Weichenstellung in Weimar
Zwei Kandidaten wollen den DOSB aus der Krise führen
BERLIN (SID) - Knallhartes Scherbengericht für Alfons Hörmann? Feierliche Inthronisierung der Nachfolge? Dafür wird kaum Zeit bleiben. Der Aufbruch in die Zukunft des deutschen Sports muss im Schnelldurchlauf erfolgen. Um das Corona-Risiko zu minimieren, soll bei der Mitgliederversammlung am Samstag in Weimar in nur drei Stunden geklärt werden, wer den Deutschen Olympischen Sportbund (DOSB) aus der Krise führen soll.
Top-Favorit auf das Präsidentenamt und die Nachfolge des scheidenden Hörmann ist nach wie vor Thomas Weikert. Der frühere Tischtennis-Weltverbandschef konnte früh 14 Spitzenverbände hinter sich vereinen.
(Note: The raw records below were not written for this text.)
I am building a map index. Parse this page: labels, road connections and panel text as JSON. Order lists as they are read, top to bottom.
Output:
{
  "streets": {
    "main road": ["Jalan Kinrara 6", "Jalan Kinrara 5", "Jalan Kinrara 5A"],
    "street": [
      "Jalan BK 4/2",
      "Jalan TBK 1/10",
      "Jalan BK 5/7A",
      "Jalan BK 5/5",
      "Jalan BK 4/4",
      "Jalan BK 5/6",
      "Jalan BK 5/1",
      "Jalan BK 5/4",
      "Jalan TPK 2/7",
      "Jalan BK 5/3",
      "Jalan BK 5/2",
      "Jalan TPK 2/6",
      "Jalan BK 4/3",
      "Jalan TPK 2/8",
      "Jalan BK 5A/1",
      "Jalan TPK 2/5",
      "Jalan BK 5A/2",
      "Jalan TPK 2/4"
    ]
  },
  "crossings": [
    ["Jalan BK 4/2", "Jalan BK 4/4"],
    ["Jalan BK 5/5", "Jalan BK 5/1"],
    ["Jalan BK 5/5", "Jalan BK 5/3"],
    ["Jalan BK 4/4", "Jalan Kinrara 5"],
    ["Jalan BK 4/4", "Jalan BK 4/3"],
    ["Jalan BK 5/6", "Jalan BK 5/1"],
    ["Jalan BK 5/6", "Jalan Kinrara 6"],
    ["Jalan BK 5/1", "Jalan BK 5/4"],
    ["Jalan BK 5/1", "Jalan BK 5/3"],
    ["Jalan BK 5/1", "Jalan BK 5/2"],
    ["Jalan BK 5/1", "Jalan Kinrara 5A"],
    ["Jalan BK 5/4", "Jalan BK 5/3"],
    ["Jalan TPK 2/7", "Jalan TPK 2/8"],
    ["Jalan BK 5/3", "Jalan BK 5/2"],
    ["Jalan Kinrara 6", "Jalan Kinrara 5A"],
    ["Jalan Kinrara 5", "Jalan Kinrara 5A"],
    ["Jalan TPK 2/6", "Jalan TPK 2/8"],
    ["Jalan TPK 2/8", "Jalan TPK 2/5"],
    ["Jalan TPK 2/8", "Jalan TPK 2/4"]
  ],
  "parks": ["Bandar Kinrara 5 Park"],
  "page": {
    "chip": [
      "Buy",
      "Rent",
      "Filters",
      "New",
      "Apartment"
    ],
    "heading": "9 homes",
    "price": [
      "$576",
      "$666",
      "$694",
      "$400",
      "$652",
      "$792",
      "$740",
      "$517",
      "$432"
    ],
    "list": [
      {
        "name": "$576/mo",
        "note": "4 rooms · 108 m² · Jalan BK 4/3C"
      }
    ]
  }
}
Um seine Konkurrentin Claudia Bokel, ihres Zeichens Präsidentin des Deutschen Fechter-Bundes (DFeB), war es während des gesamten „Wahlkampfes“erstaunlich ruhig. Einen Reformplan hat sie genauso wie Weikert, trotzdem gilt Bokel, die zunächst selbst Weikert unterstützt hatte, als klare Außenseiterin. Auch ist es theoretisch nicht ausgeschlossen, dass es bis zum Tagesordnungspunkt 14 am Samstag, der Präsidiumswahl, noch weitere Kandidaten geben könnte.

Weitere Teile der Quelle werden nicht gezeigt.